Why do localized UIs break when English works?

Other languages are often longer than English: German words can be 2x wider, Russian needs more vertical space, Thai and Arabic use complex shaping that breaks naive layout code. Buttons designed for English overflow in German, labels clip in Russian, and right-to-left languages mirror in ways your code may not expect.

How do I automate screenshots for every language?

Script a batch-mode run that iterates every supported language, loads each key screen, sets the locale, and saves a PNG. Commit the screenshots as baselines. On every build, re-run and diff against the baseline - any pixel difference is a potential bug worth reviewing.

What tools should I use for visual diffing?

odiff, pixelmatch, and Resemble.js are popular open-source image diffing libraries. For Unity, Graphy and the built-in ImageAssert helper work. For self-hosted CI, odiff is the fastest and most accurate. Allow a small tolerance (1-3%) to account for GPU driver variance in font rendering.

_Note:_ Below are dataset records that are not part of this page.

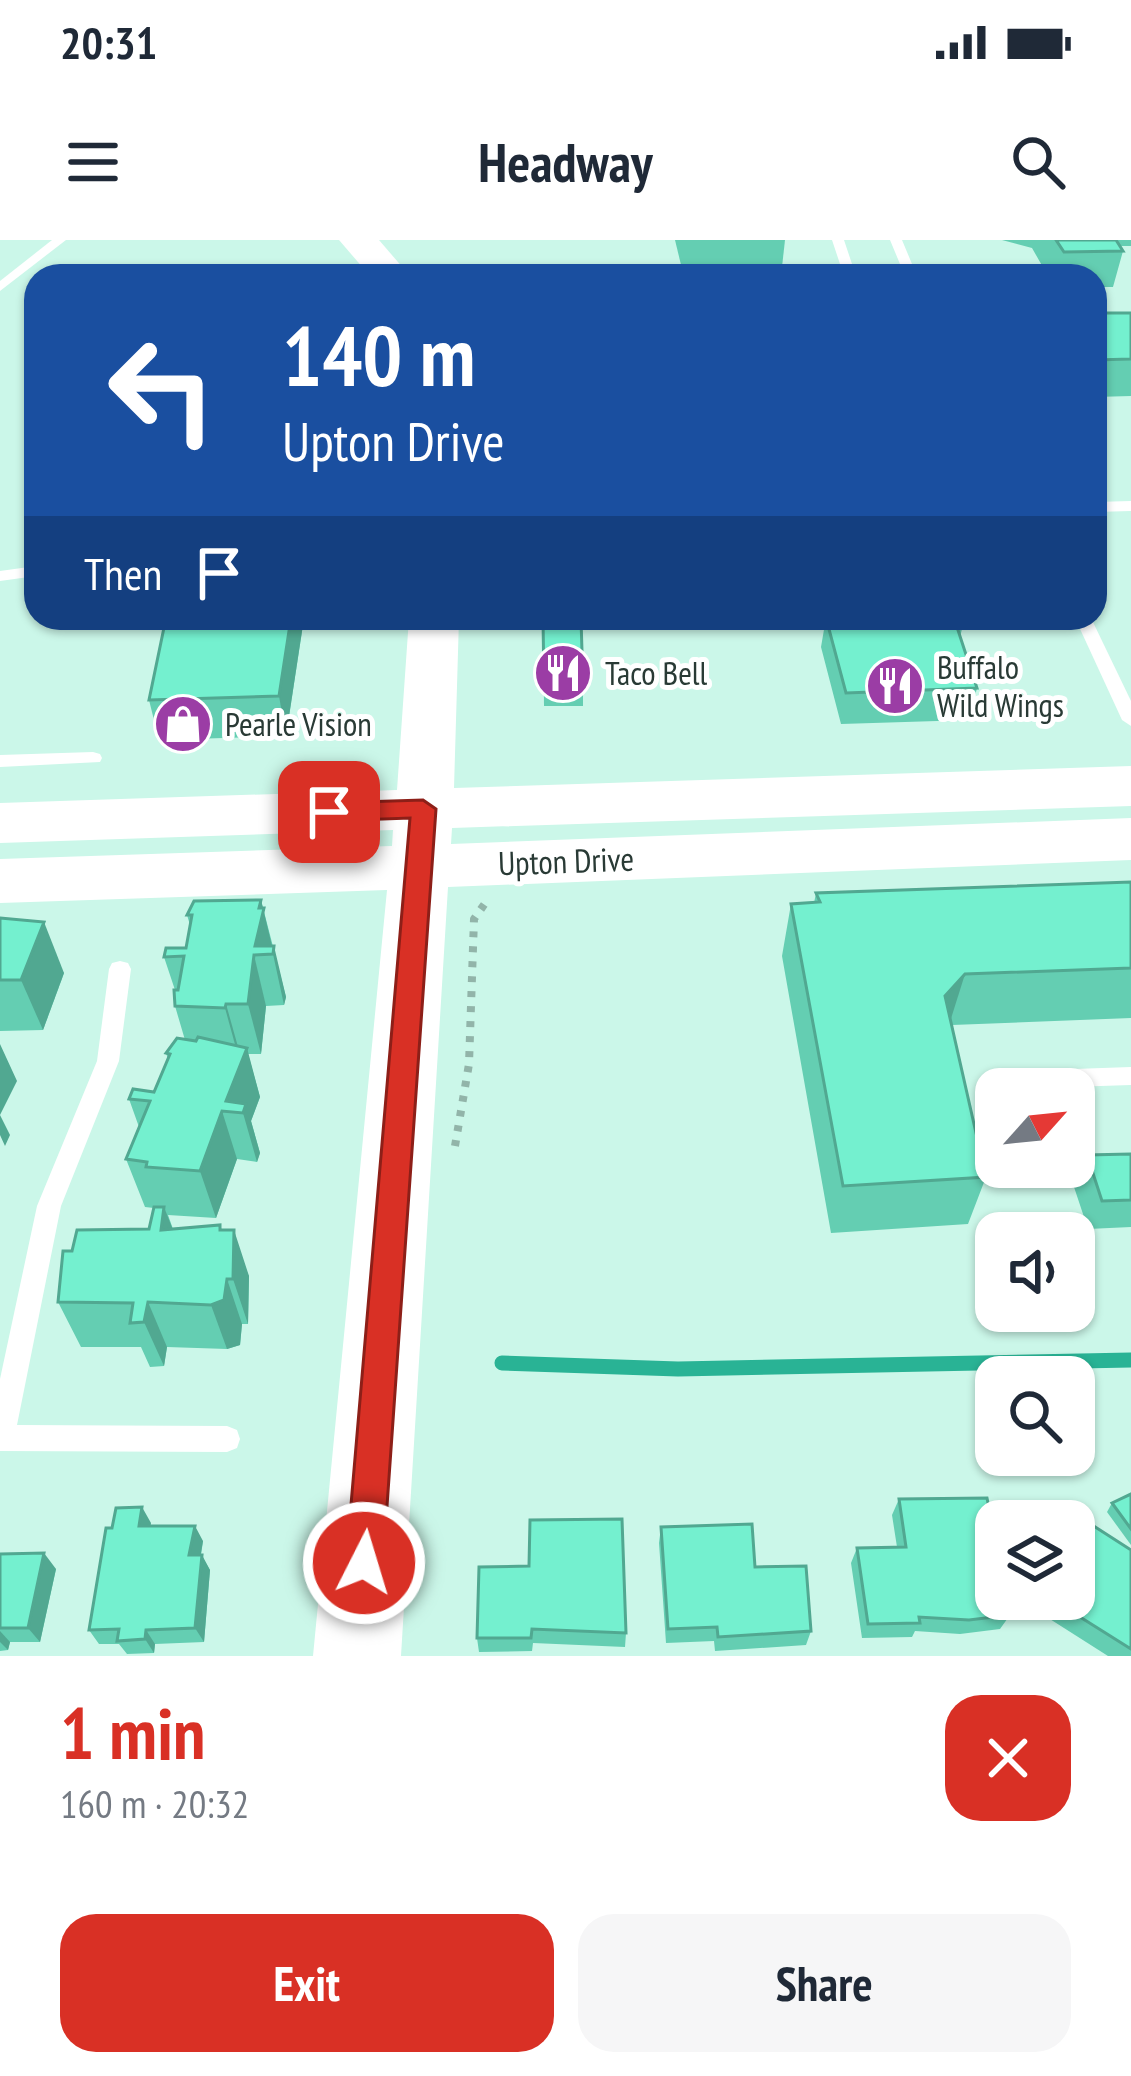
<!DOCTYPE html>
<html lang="en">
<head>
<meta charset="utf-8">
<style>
  :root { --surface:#fff; --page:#f6f6f7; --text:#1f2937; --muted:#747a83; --accent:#d93025 }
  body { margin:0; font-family:"PT Sans Narrow",sans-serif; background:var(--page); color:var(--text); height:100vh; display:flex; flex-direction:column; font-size:45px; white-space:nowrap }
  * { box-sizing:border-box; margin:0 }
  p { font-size:39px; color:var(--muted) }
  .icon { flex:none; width:66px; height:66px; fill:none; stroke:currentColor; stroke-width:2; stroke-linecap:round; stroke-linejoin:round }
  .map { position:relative; height:1416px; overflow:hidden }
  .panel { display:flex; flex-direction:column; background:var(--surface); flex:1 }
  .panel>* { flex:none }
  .hud { position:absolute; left:24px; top:24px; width:1083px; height:366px; border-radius:36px; box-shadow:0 3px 9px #0004; background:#1a4fa0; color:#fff; overflow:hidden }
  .needle { width:78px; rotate:63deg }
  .tools { position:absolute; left:975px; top:828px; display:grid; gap:24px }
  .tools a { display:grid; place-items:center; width:120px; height:120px; border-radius:24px; background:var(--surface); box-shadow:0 3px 9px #0004; font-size:60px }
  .pin { position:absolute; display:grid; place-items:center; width:102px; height:102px; color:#fff; margin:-51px; border-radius:24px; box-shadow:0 6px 18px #0006 }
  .me { position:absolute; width:132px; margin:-66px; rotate:5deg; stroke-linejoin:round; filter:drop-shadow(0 0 9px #0008) }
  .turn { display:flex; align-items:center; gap:42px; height:252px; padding:0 60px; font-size:54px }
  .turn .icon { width:156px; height:156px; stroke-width:2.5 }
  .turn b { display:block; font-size:84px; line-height:102px }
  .then { display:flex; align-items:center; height:114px; padding:0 60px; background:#0003; gap:24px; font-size:45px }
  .round { display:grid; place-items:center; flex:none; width:126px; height:126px; border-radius:36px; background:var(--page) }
  .overview { display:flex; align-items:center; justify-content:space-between; height:204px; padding:0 60px }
  h1 { font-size:72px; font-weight:700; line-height:90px; color:var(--accent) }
  .cta { display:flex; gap:24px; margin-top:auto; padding:24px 60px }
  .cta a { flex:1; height:138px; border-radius:36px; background:var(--accent); color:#fff; font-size:48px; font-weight:700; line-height:138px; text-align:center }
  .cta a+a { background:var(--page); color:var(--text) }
  .status { display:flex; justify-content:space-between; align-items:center; height:84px; padding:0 60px; background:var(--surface); direction:ltr }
  .status svg { height:33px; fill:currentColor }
  header { display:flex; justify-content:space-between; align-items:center; height:156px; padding:0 60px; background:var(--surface); font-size:54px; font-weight:700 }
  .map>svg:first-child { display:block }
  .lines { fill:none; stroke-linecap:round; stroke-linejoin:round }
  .stream { stroke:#29b395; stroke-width:15 }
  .path { stroke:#92b4a9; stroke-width:8; stroke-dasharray:6 9; stroke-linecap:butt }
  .lane { fill:#fff; fill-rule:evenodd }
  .secondary { fill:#fff; fill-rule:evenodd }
  .wall { fill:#64ceb2 }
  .shaded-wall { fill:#51a891 }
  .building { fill:#74f0cf; stroke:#51a891; stroke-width:3 }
  .route { fill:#d93025; stroke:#8d1f18; stroke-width:3 }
  .labels { text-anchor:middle; stroke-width:10; stroke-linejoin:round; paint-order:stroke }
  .poi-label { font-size:33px; fill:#293a35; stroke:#fff; text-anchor:start }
  .street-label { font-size:33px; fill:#293a35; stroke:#fff }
</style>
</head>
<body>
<div class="status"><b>20:31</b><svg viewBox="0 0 49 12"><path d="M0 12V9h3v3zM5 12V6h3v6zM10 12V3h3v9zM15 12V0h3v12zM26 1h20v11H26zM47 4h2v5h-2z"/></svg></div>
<header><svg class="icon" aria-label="menu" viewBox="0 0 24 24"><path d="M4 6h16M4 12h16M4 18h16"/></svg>Headway<svg class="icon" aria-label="search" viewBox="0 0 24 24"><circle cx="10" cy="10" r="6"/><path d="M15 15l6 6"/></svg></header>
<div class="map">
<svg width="1131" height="1416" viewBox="0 0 1131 1416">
  <rect width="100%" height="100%" fill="#cbf7e9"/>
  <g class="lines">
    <polyline class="stream" points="502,1123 678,1129 1131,1120"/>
    <polyline class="path" points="455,906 469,824 474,679 486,662"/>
    <g class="lane">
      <polygon points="52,0 66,0 0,51 0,41"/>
      <polygon points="832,0 844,0 856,36 844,36"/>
      <polygon points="890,0 902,0 917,36 905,36"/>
      <polygon points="1131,261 1131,271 1095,272 1095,262"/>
      <polygon points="36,326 36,336 0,341 0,331"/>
      <polygon points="1075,378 1091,378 1131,461 1131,486 1122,480"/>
      <polygon points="93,512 100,514 102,518 100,522 0,527 0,515"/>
      <polygon points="120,721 128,723 131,729 119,821 61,966 17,1185 227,1186 237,1190 240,1199 237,1208 227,1212 0,1211 0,1139 37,966 97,821 109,729 112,723"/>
      <polygon points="1131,827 1131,845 1007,849 1003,840 1006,834 1014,831"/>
      <polygon points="1074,917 1131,917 1131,937 1045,937 1037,934 1033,927 1074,927"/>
    </g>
    <g class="secondary">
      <polygon points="339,0 379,0 410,36 370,36"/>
      <polygon points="409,378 459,378 454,548 1131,526 1131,566 452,588 451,604 1131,578 1131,620 448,647 401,1416 313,1416 387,650 0,663 0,619 392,606 393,590 0,603 0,563 397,550"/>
    </g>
  </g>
  <g class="wall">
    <polygon points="675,0 785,0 782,27 682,29"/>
    <polygon points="1002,0 1131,0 1131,6 1120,6 1123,11 1113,47 1095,47 1095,36 1048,36 1032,8"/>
    <polygon points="1095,73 1131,73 1131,156 1095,157"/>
    <polygon points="304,378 286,496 159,500 149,460"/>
    <polygon points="826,378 964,381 960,397 977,448 969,480 841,484 821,407"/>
    <polygon points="543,379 583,444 583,466 544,466"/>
    <polygon points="1131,642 1131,778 952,785 986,937 968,984 831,993 782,716 791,664 814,663 816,653"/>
    <polygon points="261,660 286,757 284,765 266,766 261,814 248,814 260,857 251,881 260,913 257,922 237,919 216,978 168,975 173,989 222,990 249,1036 248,1084 242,1084 240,1105 227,1109 167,1107 164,1126 150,1127 141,1107 81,1107 58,1062 72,1011 149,989 154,968 145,967 126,919 139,887 129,859 154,852 168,819 166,813 185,800 175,766 175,750 164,717 186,708 190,685 187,675"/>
    <polygon points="0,678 64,733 43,790 0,791"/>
    <polygon points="1131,914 1131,987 1088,989 1073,944 1087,915"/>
    <polygon points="1131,1254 1131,1305 1107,1272 1112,1263"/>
    <polygon points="899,1259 1010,1375 1000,1389 960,1394 915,1391 912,1397 862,1398 851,1323 857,1308 897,1307 892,1275"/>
    <polygon points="151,1283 150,1286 203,1301 201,1315 210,1330 204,1402 155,1404 154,1413 127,1414 119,1404 99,1404 89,1390"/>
    <polygon points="1089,1283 1131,1310 1131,1416 1108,1416 1042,1374 1049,1359 1074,1359 1074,1306"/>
    <polygon points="661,1287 755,1327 811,1391 806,1405 715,1411 714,1401 666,1403 659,1303"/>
    <polygon points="0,1314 56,1329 40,1402 10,1402 8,1410 0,1411"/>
    <polygon points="479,1327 626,1393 625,1407 533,1403 532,1411 479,1412 477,1398"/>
  </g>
  <g class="shaded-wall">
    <polygon points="291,378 304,378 286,496 279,456"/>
    <polygon points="261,660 273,710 274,706 286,757 284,765 273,714 255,706"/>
    <polygon points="44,682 64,733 43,790 21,740"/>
    <polygon points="254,715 266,766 261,814 248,764"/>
    <polygon points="965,734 949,785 945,756"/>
    <polygon points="226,764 240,814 239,819 225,768"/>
    <polygon points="0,804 17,841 0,875 10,895 5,906 0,895"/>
    <polygon points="247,808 260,857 251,881 260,913 257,922 243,873 226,861"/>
    <polygon points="222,871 237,919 216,978 200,931"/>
    <polygon points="164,967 182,1013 161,990"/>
    <polygon points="220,985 233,1024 234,990 249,1036 248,1084 233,1039 220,990"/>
    <polygon points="227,1039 242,1084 240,1105 227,1109 211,1065"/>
    <polygon points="148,1062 167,1107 164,1126 144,1082"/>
    <polygon points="142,1267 151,1283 148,1302 139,1286"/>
    <polygon points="195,1286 203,1301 198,1330 189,1315"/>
    <polygon points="44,1313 56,1329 40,1402 28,1388"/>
    <polygon points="202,1315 210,1330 204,1402 195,1388"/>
    <polygon points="146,1390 155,1404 154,1413 145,1399"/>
    <polygon points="0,1391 10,1402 8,1410 0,1402"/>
  </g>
  <g class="building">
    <polygon points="1056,0 1116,0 1123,11 1064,12"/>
    <polygon points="1095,73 1131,73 1131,119 1095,120"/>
    <polygon points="166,378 291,378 279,456 149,460"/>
    <polygon points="826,378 963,378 964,381 955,381 977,448 846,453"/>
    <polygon points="543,379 581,379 583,444 544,444"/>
    <polygon points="1131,642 1131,728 965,734 945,756 986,937 843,946 791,664 820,662 816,653"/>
    <polygon points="261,660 259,668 264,668 255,706 274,706 273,714 254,715 248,764 226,764 225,768 175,766 174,750 178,750 184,716 164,717 166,708 186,708 192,675 187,675 194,661"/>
    <polygon points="0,678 44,682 21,740 0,740"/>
    <polygon points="198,797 247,808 226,861 246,864 243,873 222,871 200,931 146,927 147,922 126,919 150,861 129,859 133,849 154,852 170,814 166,813 177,798 196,801"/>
    <polygon points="1131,914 1131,960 1102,961 1087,915"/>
    <polygon points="154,967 164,967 161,990 220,985 220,990 234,990 233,1039 227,1039 224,1060 211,1065 148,1062 144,1082 130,1083 133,1063 58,1062 63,1011 72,1011 77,990 149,989"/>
    <polygon points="1131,1254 1131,1289 1112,1263"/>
    <polygon points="987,1258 996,1303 996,1359 1007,1359 1010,1375 969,1380 919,1377 920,1383 868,1384 857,1308 906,1307 899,1259"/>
    <polygon points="142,1267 139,1286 195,1286 189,1315 202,1315 195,1388 146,1390 145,1399 117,1401 119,1389 89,1390 106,1288 112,1288 116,1268"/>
    <polygon points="622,1279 626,1393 532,1389 531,1398 477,1398 479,1327 529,1326 530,1280"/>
    <polygon points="1089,1283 1131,1310 1131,1409 1053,1360 1074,1359 1074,1315"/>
    <polygon points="752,1284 755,1327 806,1326 811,1391 718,1397 717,1387 668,1389 661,1287"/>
    <polygon points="44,1313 28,1388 0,1388 0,1314"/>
  </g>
  <polygon class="route" points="423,560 436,569 383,1323 378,1336 364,1342 351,1336 346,1323 410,578 329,581 317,572 329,563"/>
  <defs>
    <symbol id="restaurant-disc" viewBox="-11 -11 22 22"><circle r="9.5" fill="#9b3da5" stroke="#fff"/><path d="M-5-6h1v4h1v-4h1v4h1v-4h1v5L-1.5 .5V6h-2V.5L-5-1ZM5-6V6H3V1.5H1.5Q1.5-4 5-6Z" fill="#fff"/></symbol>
    <symbol id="shop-disc" viewBox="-11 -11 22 22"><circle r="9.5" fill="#9b3da5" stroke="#fff"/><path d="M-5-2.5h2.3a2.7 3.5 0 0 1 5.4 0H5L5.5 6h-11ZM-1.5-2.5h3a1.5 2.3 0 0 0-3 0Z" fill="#fff"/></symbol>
  </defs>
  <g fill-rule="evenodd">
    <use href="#restaurant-disc" x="530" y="400" width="66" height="66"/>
    <use href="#restaurant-disc" x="862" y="413" width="66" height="66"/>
    <use href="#shop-disc" x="150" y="451" width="66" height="66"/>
  </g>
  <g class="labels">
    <g class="poi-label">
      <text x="937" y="439">Buffalo<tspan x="937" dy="38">Wild Wings</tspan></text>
      <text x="605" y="445">Taco Bell</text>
      <text x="225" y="496">Pearle Vision</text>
    </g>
    <g class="street-label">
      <text transform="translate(566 621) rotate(-2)" y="12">Upton Drive</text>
    </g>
  </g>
</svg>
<div class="tools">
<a><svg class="needle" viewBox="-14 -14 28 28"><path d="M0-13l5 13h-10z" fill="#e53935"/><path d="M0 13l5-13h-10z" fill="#747a83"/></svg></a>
<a><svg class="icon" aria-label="sound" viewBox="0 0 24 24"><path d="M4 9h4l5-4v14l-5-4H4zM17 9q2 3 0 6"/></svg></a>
<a><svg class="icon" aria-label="search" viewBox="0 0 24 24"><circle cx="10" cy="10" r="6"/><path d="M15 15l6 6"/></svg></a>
<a><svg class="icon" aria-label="layers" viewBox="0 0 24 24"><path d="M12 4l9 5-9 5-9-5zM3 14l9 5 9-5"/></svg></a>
</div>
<div class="pin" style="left:329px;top:572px;background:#d93025"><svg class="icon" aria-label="arrive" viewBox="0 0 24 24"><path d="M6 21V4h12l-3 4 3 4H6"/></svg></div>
<svg class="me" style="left:364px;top:1323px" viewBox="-20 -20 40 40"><circle r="17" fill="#d93025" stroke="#fff" stroke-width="3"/><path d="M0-11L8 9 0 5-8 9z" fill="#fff"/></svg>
<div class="hud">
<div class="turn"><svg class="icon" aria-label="left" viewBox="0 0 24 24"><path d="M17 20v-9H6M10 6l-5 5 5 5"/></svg><div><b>140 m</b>Upton Drive</div></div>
<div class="then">Then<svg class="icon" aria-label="arrive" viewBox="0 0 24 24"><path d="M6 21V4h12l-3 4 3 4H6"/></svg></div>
</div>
</div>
<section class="panel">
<div class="overview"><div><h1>1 min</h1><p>160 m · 20:32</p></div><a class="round" style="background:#d93025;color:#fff"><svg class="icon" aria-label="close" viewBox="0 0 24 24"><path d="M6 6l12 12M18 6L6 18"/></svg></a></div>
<div class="cta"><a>Exit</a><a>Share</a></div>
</section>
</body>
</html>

How to Set Up Automated Screenshot Testing for Multiple Languages

Quick answer: Build a batch-mode screenshot runner that iterates every supported language, captures PNGs of every key screen, and compares them against committed baselines with odiff or similar. Fail CI on unexpected differences above a 1–3% tolerance. Catches overflow, clipping, and RTL mirroring bugs before they ship.

Your English UI is pixel-perfect. You hand the project off for German localization, and when you see it for the first time, every button is overflowing, every label is clipped, and the character’s name has crashed into the HP bar. The bug is not in your code — it is in the assumption that UI that fits one language will fit all of them. Automated screenshot testing per locale catches these before players do.

Why This Matters

Length and shape vary wildly across languages. A few approximate ratios (text length relative to English):

German: 1.4x to 2x. “Settings” → “Einstellungen”.
Russian: 1.3x. Longer words, Cyrillic often requires slightly more vertical space.
French: 1.2x. Moderate expansion.
Japanese/Chinese: 0.5x. Much shorter horizontally, but glyphs are bigger.
Arabic/Hebrew: 1x length, right-to-left, requires layout mirroring.
Thai: no word breaks, stacking diacritics above and below.

A button sized for English “OK” does not fit German “Bestätigen”. A label aligned left breaks in RTL. A text box with a fixed height clips Thai diacritics. None of these are caught by unit tests; all of them are caught the moment a screenshot diff shows the wrong pixels.

Step 1: Script a Screenshot Runner

Build a test script that can run in batch mode (no interactive input) and cycle through screens and languages. The exact API depends on your engine.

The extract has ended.